If you’re having a hard time reading through this section, please consider number 7.

1. Think through your project.

It sounds simple, but a very sad and common problem that we see is that someone will spend many hours working on a project, and when it comes time to print, some aspect of printing has been forgotten, and the project needs to be re-done, or time intensive fixes need to be undertaken. Hopefully the following tips will aid you in setting up your project correctly.

2. Budget your project

How much do you want to spend on printing? Work on designing a project that will reach your intended audience, and still fall inside your budget. Our pricing is readily available at our Pricing page.  Give us a call or stop by if you have any questions.

3. Use the tool that suits the job.

For example, if you plan on having a two-sided postcard and a poster, design in a program that allows multi-page editing, such as Adobe InDesign. (Photoshop is not always the appropriate tool, especially when text is involved.)

For example, if you design a postcard in a raster editing program, and decide that you want to make it into a poster, image quality will most likely suffer dramatically. If the project had been designed in a vector editing program, such as InDesign, the project will scale larger.

4. Decide on a project size.

Another common problem that we see, are projects that are either too large, or too small for us to print correctly. For example, if you designed a poster on letter sized paper (8.5″x11″), and want us to print that on Tabloid (11″x17″), we will be unable to scale that proportionally. Please keep in mind that we do not stock non-US paper sizes, such as A4.

5. Avoid transparency whenever possible

Adobe has made several transparency options available and easily accessible. (Drop Shadow, Opacity, Effects, etc) These effects look great on screen, but if the effects are not rasterized prior to going through our RIP server, there is a good chance artifacting will occur, especially when involving Spot colors.

6. “Full” Color (CMYK), 2-Color, 1-color, Black & White?

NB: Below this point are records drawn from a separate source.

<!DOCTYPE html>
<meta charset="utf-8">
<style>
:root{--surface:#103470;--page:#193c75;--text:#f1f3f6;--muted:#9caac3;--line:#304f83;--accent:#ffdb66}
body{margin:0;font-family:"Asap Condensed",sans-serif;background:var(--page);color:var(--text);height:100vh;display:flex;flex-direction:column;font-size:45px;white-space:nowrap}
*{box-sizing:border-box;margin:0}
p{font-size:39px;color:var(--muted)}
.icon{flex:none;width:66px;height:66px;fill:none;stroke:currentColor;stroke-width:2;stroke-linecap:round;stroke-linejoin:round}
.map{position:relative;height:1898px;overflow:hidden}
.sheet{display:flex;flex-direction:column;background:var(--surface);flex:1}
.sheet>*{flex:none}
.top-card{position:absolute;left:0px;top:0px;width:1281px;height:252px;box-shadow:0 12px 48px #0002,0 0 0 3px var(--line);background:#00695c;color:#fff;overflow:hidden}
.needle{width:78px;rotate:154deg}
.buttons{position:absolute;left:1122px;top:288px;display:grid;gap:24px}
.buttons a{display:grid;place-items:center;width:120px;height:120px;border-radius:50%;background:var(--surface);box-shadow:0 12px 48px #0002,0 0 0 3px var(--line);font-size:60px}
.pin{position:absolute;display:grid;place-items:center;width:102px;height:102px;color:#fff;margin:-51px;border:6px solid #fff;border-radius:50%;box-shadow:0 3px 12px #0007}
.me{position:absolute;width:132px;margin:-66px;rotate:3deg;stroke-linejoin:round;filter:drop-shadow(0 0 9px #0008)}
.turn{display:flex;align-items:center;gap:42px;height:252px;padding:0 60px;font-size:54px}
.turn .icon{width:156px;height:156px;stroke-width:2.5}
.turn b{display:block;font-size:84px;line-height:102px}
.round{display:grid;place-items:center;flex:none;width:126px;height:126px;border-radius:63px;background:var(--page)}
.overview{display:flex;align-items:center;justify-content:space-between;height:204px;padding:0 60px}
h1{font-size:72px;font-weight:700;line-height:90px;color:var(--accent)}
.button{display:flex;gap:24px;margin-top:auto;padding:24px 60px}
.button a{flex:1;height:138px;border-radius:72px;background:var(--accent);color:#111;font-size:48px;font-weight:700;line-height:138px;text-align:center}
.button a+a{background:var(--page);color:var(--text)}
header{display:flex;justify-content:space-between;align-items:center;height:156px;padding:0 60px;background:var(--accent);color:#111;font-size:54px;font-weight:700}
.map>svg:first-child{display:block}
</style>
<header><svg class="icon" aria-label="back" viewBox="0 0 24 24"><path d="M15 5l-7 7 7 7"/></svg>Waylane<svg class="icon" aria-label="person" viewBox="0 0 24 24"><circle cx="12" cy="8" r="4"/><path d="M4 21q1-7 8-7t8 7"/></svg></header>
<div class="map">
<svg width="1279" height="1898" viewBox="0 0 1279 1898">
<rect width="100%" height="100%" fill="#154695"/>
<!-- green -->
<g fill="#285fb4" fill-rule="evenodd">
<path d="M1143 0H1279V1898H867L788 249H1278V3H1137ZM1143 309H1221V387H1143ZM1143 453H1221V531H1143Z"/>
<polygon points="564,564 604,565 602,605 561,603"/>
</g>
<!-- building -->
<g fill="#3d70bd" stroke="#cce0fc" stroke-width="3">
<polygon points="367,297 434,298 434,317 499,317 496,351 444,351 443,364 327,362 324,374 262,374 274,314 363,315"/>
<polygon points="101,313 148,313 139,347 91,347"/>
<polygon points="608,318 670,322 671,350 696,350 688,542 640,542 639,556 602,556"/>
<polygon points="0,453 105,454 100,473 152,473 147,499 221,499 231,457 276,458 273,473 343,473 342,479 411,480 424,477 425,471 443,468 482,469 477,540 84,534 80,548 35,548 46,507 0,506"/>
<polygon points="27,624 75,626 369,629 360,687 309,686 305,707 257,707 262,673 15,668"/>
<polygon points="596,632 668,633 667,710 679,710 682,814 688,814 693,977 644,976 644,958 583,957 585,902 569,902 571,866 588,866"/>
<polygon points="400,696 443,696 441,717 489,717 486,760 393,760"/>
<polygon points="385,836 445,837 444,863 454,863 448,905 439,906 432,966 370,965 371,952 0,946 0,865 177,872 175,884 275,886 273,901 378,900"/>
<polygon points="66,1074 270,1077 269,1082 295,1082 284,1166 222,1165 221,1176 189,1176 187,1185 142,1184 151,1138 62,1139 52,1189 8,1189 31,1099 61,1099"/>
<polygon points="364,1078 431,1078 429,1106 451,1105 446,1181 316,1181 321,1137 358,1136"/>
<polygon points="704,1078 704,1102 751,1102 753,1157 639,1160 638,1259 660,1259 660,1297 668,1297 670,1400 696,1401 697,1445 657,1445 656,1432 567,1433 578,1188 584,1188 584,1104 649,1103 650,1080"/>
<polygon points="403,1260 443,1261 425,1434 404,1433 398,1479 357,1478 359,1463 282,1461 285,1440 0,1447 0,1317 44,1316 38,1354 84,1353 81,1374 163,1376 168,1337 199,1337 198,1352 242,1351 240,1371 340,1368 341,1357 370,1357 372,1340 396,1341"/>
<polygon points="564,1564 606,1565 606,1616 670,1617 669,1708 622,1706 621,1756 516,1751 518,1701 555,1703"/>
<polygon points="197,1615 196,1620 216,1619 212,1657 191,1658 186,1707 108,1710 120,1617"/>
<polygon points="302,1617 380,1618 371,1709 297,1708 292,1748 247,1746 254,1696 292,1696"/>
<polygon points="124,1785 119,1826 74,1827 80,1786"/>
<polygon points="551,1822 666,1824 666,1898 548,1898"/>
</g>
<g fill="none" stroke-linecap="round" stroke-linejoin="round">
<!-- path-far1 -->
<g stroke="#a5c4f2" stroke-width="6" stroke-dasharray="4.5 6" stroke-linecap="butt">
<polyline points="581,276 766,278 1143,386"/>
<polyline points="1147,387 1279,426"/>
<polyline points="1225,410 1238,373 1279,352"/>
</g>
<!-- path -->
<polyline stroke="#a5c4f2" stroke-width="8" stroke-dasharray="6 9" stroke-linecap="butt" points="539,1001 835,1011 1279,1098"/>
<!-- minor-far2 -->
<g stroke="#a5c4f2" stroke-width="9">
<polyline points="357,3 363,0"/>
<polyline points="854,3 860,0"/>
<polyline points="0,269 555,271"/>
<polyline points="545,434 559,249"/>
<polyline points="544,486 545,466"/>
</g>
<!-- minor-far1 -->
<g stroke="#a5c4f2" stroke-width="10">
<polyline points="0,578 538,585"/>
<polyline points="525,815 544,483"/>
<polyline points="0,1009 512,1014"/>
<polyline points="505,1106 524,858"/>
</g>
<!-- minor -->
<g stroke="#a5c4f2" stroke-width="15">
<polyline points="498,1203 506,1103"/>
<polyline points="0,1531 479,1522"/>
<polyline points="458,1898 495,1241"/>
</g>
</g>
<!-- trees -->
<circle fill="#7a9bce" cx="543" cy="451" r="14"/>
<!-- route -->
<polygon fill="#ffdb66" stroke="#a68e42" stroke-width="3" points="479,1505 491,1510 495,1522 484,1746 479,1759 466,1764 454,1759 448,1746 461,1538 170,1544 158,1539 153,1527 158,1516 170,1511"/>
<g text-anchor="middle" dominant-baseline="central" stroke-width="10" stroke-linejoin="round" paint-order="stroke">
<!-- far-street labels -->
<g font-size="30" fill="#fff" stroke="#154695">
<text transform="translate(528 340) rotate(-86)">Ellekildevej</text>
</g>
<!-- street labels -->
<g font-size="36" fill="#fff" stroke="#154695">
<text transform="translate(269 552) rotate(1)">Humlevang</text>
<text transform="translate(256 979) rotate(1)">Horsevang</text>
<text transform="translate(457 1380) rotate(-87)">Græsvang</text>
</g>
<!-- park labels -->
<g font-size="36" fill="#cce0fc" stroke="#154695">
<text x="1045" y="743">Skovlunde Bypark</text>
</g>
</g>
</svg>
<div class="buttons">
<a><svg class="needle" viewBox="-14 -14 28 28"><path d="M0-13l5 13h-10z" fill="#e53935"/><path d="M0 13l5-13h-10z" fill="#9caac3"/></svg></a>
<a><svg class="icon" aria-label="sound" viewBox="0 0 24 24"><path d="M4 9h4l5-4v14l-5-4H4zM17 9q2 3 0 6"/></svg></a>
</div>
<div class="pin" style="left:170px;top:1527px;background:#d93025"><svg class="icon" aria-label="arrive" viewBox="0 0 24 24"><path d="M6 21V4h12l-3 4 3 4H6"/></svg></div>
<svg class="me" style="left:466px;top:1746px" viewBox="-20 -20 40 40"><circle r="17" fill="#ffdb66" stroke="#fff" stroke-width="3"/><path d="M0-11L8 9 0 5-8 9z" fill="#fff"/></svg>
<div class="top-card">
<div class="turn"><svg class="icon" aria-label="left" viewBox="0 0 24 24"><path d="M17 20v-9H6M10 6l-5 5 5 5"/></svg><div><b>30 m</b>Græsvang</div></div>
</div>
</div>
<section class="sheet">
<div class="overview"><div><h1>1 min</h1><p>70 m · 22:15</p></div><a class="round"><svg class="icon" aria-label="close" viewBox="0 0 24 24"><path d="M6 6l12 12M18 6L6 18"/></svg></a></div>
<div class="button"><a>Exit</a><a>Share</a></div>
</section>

Cost, speed, and quality are considerations here. If you are unsure which option you would like to go with, please do not hesitate to contact us to discuss available options, and design considerations for each.

CMYK:

  • Keep in mind that images will appear slightly darker in print than on screen, depending on how you have calibrated your display device. (eg: Display devices print with light, our output devices print with ink.)
  • Proofs done on most RGB output devices (regardless of quality), will not likely match what we produce on our CMYK devices. The gamut of RGB and CMYK output devices do not match, especially in the deep blue, red/orange, and vibrant color areas. (Think neon)
  • Avoid large solid areas, and ink coverage higher than 300%, or lower than 30%. (Total Area Coverage) (eg: C:100, M:100, Y:100, K:100 is frowned upon, and depending on the effect you’re going for, usually will not look very good.) “Rich Black” is actually dirtier than “Pure Black” on our output devices. Use 100K when possible for blacks. A typical side effect of printing with digital devices is banding/streaking in areas with solids.
  • If you need color accuracy, use Spot colors (Pantones) where possible. We can color correct spots on our RIP individually. Please note that there is a color correction fee for each color used.
  • We typically attempt to do some manual color conversion to make unsightly images (due to them being out of gamut) seem more pleasing.  If you do not wish for us to perform this manual calibration, please specify when placing your order.

2-Color/1-Color:

  • For black & white / spot color only jobs, avoid designing in RGB/CMYK color spaces. Use Spot colors, grayscale, duotones, etc. Grayscale images can have a Spot color applied to them in several design programs. Consult the manual of your chosen application to find out how. Grayscale images also print more accurately (less dark), quickly, and are much smaller, than their RGB/CMYK counterparts. Convert your images to Grayscale where possible!
  • If the intended output device is an offset press, it can be helpful to include both a composite file and a separated file.

7. Hire a professional

If this information seems daunting, consider enlisting the help of a professional. The up front cost may seem hard to justify, but the time and headaches saved in the long run can be well worth the cost. It’s likely that this route will be cheaper than trying to design a project yourself, if you have had little or no design experience.